RECORD SET START
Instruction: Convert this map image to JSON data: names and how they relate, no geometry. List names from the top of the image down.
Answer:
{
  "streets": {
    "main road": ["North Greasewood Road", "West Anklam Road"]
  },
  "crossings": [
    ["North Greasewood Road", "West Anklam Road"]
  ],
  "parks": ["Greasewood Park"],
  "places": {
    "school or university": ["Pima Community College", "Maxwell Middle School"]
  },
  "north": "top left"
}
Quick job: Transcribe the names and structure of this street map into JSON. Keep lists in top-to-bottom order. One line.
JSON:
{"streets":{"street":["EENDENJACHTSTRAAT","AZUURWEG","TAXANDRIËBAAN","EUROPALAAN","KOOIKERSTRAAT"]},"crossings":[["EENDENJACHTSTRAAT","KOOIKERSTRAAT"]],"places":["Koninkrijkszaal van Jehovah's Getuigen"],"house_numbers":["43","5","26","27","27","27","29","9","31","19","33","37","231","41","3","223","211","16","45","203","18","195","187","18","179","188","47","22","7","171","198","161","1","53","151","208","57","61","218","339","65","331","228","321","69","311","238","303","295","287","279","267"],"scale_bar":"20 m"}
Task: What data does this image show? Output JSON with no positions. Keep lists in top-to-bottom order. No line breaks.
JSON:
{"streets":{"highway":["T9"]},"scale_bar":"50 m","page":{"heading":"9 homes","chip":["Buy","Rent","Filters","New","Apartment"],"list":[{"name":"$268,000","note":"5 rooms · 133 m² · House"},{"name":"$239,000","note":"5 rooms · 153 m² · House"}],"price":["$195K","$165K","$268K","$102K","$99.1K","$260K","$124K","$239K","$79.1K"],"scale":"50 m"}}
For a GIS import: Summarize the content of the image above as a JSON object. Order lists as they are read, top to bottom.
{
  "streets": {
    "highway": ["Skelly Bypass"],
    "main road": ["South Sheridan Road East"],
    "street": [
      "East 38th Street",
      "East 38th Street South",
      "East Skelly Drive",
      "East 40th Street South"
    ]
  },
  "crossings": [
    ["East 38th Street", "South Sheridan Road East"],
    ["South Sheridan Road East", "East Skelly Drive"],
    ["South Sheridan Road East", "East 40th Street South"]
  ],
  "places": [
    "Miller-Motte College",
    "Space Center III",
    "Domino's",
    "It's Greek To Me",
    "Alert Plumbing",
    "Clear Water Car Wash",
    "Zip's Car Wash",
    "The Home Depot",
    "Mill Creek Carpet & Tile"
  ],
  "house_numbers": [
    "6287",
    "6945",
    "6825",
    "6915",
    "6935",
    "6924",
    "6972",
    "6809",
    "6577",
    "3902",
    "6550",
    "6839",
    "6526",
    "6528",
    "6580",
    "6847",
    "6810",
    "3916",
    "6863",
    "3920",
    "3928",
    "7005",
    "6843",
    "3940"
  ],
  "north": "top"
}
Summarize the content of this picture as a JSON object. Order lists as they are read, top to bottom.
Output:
RECORD SET END
| ASSIGNED TASK |
Once you have read the entries, reproduce each one exactly.

| THE ANSWER |
Instruction: Convert this map image to JSON data: names and how they relate, no geometry. List names from the top of the image down.
Answer:
{
  "streets": {
    "main road": ["North Greasewood Road", "West Anklam Road"]
  },
  "crossings": [
    ["North Greasewood Road", "West Anklam Road"]
  ],
  "parks": ["Greasewood Park"],
  "places": {
    "school or university": ["Pima Community College", "Maxwell Middle School"]
  },
  "north": "top left"
}
Quick job: Transcribe the names and structure of this street map into JSON. Keep lists in top-to-bottom order. One line.
JSON:
{"streets":{"street":["EENDENJACHTSTRAAT","AZUURWEG","TAXANDRIËBAAN","EUROPALAAN","KOOIKERSTRAAT"]},"crossings":[["EENDENJACHTSTRAAT","KOOIKERSTRAAT"]],"places":["Koninkrijkszaal van Jehovah's Getuigen"],"house_numbers":["43","5","26","27","27","27","29","9","31","19","33","37","231","41","3","223","211","16","45","203","18","195","187","18","179","188","47","22","7","171","198","161","1","53","151","208","57","61","218","339","65","331","228","321","69","311","238","303","295","287","279","267"],"scale_bar":"20 m"}
Task: What data does this image show? Output JSON with no positions. Keep lists in top-to-bottom order. No line breaks.
JSON:
{"streets":{"highway":["T9"]},"scale_bar":"50 m","page":{"heading":"9 homes","chip":["Buy","Rent","Filters","New","Apartment"],"list":[{"name":"$268,000","note":"5 rooms · 133 m² · House"},{"name":"$239,000","note":"5 rooms · 153 m² · House"}],"price":["$195K","$165K","$268K","$102K","$99.1K","$260K","$124K","$239K","$79.1K"],"scale":"50 m"}}
For a GIS import: Summarize the content of the image above as a JSON object. Order lists as they are read, top to bottom.
{
  "streets": {
    "highway": ["Skelly Bypass"],
    "main road": ["South Sheridan Road East"],
    "street": [
      "East 38th Street",
      "East 38th Street South",
      "East Skelly Drive",
      "East 40th Street South"
    ]
  },
  "crossings": [
    ["East 38th Street", "South Sheridan Road East"],
    ["South Sheridan Road East", "East Skelly Drive"],
    ["South Sheridan Road East", "East 40th Street South"]
  ],
  "places": [
    "Miller-Motte College",
    "Space Center III",
    "Domino's",
    "It's Greek To Me",
    "Alert Plumbing",
    "Clear Water Car Wash",
    "Zip's Car Wash",
    "The Home Depot",
    "Mill Creek Carpet & Tile"
  ],
  "house_numbers": [
    "6287",
    "6945",
    "6825",
    "6915",
    "6935",
    "6924",
    "6972",
    "6809",
    "6577",
    "3902",
    "6550",
    "6839",
    "6526",
    "6528",
    "6580",
    "6847",
    "6810",
    "3916",
    "6863",
    "3920",
    "3928",
    "7005",
    "6843",
    "3940"
  ],
  "north": "top"
}
Summarize the content of this picture as a JSON object. Order lists as they are read, top to bottom.
Output:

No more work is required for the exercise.